**PROBLEM REQUIREMENTS:** A verbatim copy of all the data is required, minus any images.

**STORED DATA:**
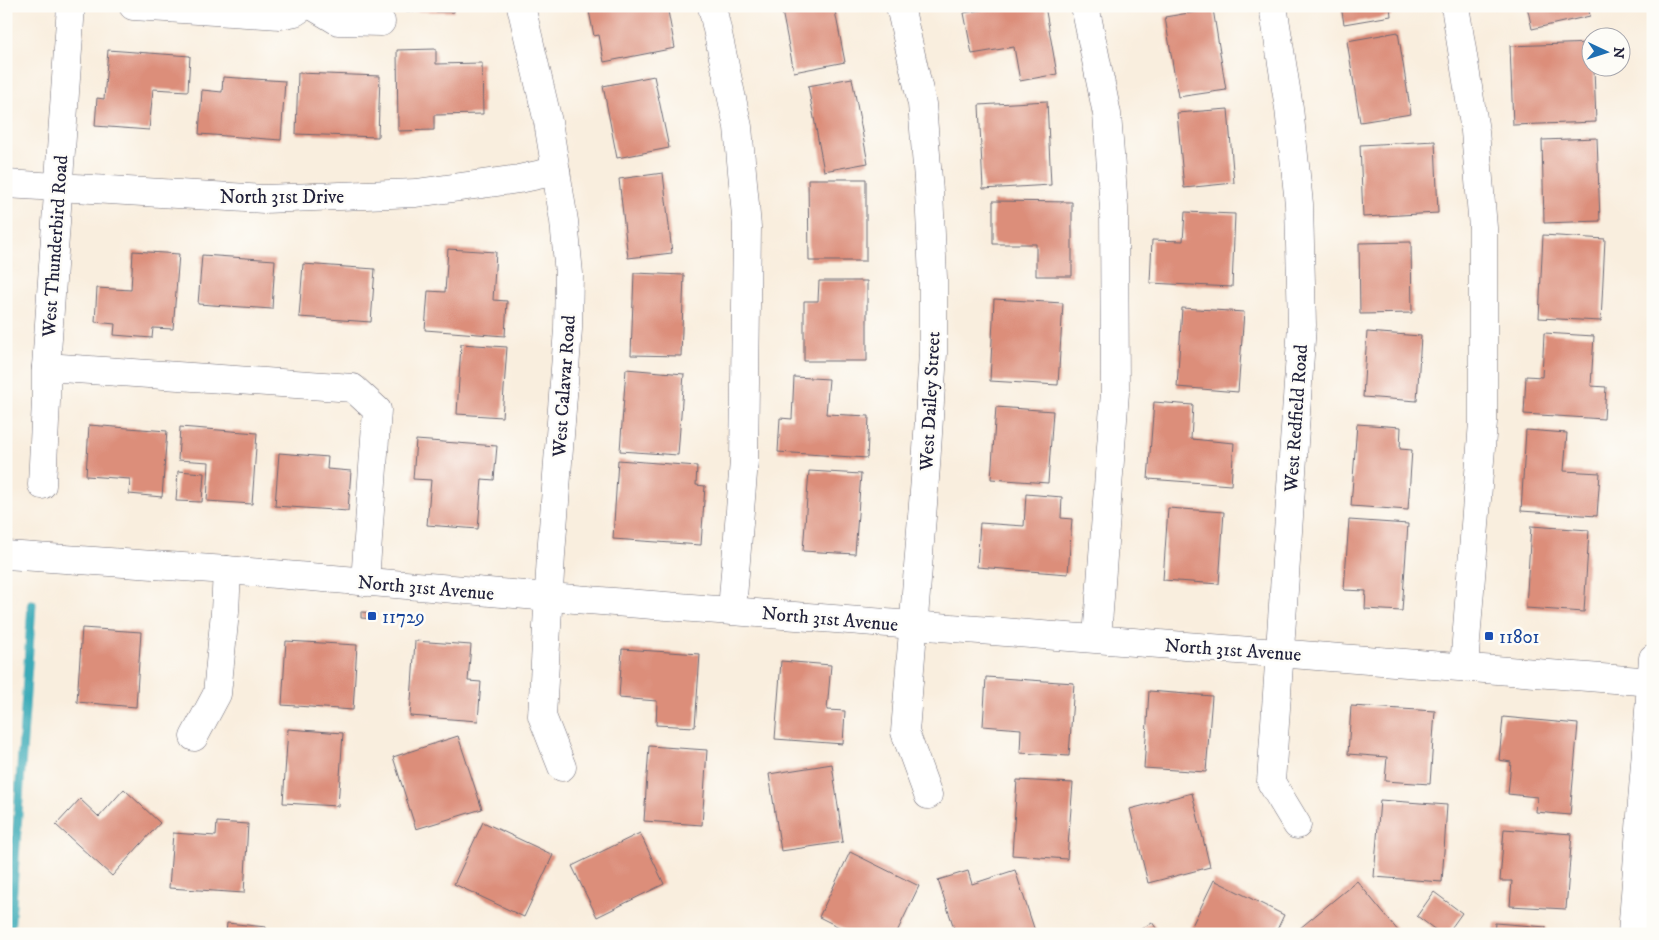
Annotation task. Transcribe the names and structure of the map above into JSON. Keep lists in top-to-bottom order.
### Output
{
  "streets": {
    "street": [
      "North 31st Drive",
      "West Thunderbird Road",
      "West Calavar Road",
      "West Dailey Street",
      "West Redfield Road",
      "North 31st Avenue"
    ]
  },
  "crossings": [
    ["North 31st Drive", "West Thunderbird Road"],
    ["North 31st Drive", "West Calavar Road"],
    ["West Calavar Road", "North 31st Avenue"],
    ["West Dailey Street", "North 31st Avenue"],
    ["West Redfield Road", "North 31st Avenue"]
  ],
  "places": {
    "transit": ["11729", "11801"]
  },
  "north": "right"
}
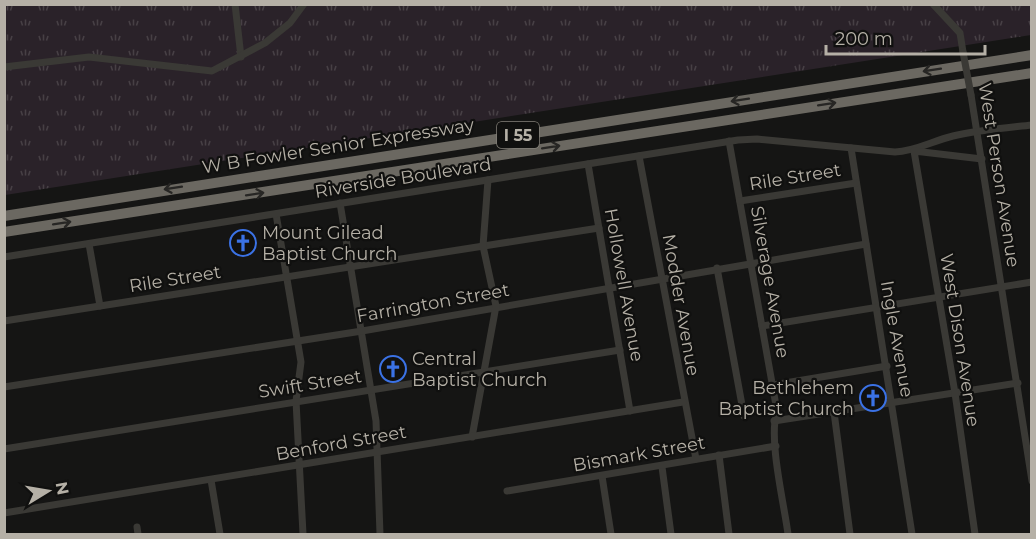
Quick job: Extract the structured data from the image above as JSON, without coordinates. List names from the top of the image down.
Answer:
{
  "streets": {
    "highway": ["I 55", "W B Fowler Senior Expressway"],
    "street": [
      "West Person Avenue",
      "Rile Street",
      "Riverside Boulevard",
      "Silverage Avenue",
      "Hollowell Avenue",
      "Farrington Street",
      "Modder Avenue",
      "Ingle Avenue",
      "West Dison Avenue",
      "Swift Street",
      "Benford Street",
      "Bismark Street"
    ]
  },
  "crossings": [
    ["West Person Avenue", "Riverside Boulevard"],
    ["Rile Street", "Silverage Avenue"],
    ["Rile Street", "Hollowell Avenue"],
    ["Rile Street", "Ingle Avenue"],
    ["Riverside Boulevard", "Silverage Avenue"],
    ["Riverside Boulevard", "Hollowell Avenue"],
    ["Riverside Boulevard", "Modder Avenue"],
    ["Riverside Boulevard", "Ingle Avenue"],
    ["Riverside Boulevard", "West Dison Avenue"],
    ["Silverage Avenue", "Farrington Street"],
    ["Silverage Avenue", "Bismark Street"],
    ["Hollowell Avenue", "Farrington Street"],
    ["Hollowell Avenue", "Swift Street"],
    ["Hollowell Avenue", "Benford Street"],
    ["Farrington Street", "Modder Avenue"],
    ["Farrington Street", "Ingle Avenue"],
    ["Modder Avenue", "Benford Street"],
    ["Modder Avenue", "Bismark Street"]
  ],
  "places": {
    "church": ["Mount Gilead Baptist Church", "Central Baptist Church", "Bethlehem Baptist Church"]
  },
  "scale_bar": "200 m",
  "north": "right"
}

**FINAL ANSWER:**
Annotation task. Transcribe the names and structure of the map above into JSON. Keep lists in top-to-bottom order.
### Output
{
  "streets": {
    "street": [
      "North 31st Drive",
      "West Thunderbird Road",
      "West Calavar Road",
      "West Dailey Street",
      "West Redfield Road",
      "North 31st Avenue"
    ]
  },
  "crossings": [
    ["North 31st Drive", "West Thunderbird Road"],
    ["North 31st Drive", "West Calavar Road"],
    ["West Calavar Road", "North 31st Avenue"],
    ["West Dailey Street", "North 31st Avenue"],
    ["West Redfield Road", "North 31st Avenue"]
  ],
  "places": {
    "transit": ["11729", "11801"]
  },
  "north": "right"
}
Quick job: Extract the structured data from the image above as JSON, without coordinates. List names from the top of the image down.
Answer:
{
  "streets": {
    "highway": ["I 55", "W B Fowler Senior Expressway"],
    "street": [
      "West Person Avenue",
      "Rile Street",
      "Riverside Boulevard",
      "Silverage Avenue",
      "Hollowell Avenue",
      "Farrington Street",
      "Modder Avenue",
      "Ingle Avenue",
      "West Dison Avenue",
      "Swift Street",
      "Benford Street",
      "Bismark Street"
    ]
  },
  "crossings": [
    ["West Person Avenue", "Riverside Boulevard"],
    ["Rile Street", "Silverage Avenue"],
    ["Rile Street", "Hollowell Avenue"],
    ["Rile Street", "Ingle Avenue"],
    ["Riverside Boulevard", "Silverage Avenue"],
    ["Riverside Boulevard", "Hollowell Avenue"],
    ["Riverside Boulevard", "Modder Avenue"],
    ["Riverside Boulevard", "Ingle Avenue"],
    ["Riverside Boulevard", "West Dison Avenue"],
    ["Silverage Avenue", "Farrington Street"],
    ["Silverage Avenue", "Bismark Street"],
    ["Hollowell Avenue", "Farrington Street"],
    ["Hollowell Avenue", "Swift Street"],
    ["Hollowell Avenue", "Benford Street"],
    ["Farrington Street", "Modder Avenue"],
    ["Farrington Street", "Ingle Avenue"],
    ["Modder Avenue", "Benford Street"],
    ["Modder Avenue", "Bismark Street"]
  ],
  "places": {
    "church": ["Mount Gilead Baptist Church", "Central Baptist Church", "Bethlehem Baptist Church"]
  },
  "scale_bar": "200 m",
  "north": "right"
}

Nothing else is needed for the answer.